__What you should do__: Here is a listing; restate all of it exactly.

__Source data__:
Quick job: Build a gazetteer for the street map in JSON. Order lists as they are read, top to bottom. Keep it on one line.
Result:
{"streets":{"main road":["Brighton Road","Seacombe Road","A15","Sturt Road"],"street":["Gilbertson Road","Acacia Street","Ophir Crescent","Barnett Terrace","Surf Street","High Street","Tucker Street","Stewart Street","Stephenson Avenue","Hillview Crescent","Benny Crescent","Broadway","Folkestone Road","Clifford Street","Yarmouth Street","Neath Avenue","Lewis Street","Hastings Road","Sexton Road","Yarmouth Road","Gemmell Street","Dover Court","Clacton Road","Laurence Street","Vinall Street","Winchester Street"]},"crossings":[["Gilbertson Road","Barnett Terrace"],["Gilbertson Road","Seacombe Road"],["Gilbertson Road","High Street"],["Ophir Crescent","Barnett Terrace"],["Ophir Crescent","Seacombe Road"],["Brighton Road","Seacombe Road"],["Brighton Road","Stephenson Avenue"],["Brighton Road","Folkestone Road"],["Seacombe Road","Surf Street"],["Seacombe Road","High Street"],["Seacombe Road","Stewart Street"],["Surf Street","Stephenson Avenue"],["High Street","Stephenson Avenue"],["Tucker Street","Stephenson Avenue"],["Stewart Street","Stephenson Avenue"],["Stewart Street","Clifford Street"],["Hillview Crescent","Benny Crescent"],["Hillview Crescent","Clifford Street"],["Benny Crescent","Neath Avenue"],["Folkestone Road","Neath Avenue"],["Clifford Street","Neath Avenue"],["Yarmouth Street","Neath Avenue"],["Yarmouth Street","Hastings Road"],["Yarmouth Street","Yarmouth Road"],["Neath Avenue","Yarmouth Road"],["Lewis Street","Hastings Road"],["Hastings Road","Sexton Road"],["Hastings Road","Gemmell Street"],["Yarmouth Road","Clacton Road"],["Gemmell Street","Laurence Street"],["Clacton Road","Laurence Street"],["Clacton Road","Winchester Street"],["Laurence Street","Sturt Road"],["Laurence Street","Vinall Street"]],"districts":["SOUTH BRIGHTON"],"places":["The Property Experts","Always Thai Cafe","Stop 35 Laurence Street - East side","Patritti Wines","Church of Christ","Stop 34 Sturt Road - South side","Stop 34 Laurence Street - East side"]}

__Output__:
Quick job: Build a gazetteer for the street map in JSON. Order lists as they are read, top to bottom. Keep it on one line.
Result:
{"streets":{"main road":["Brighton Road","Seacombe Road","A15","Sturt Road"],"street":["Gilbertson Road","Acacia Street","Ophir Crescent","Barnett Terrace","Surf Street","High Street","Tucker Street","Stewart Street","Stephenson Avenue","Hillview Crescent","Benny Crescent","Broadway","Folkestone Road","Clifford Street","Yarmouth Street","Neath Avenue","Lewis Street","Hastings Road","Sexton Road","Yarmouth Road","Gemmell Street","Dover Court","Clacton Road","Laurence Street","Vinall Street","Winchester Street"]},"crossings":[["Gilbertson Road","Barnett Terrace"],["Gilbertson Road","Seacombe Road"],["Gilbertson Road","High Street"],["Ophir Crescent","Barnett Terrace"],["Ophir Crescent","Seacombe Road"],["Brighton Road","Seacombe Road"],["Brighton Road","Stephenson Avenue"],["Brighton Road","Folkestone Road"],["Seacombe Road","Surf Street"],["Seacombe Road","High Street"],["Seacombe Road","Stewart Street"],["Surf Street","Stephenson Avenue"],["High Street","Stephenson Avenue"],["Tucker Street","Stephenson Avenue"],["Stewart Street","Stephenson Avenue"],["Stewart Street","Clifford Street"],["Hillview Crescent","Benny Crescent"],["Hillview Crescent","Clifford Street"],["Benny Crescent","Neath Avenue"],["Folkestone Road","Neath Avenue"],["Clifford Street","Neath Avenue"],["Yarmouth Street","Neath Avenue"],["Yarmouth Street","Hastings Road"],["Yarmouth Street","Yarmouth Road"],["Neath Avenue","Yarmouth Road"],["Lewis Street","Hastings Road"],["Hastings Road","Sexton Road"],["Hastings Road","Gemmell Street"],["Yarmouth Road","Clacton Road"],["Gemmell Street","Laurence Street"],["Clacton Road","Laurence Street"],["Clacton Road","Winchester Street"],["Laurence Street","Sturt Road"],["Laurence Street","Vinall Street"]],"districts":["SOUTH BRIGHTON"],"places":["The Property Experts","Always Thai Cafe","Stop 35 Laurence Street - East side","Patritti Wines","Church of Christ","Stop 34 Sturt Road - South side","Stop 34 Laurence Street - East side"]}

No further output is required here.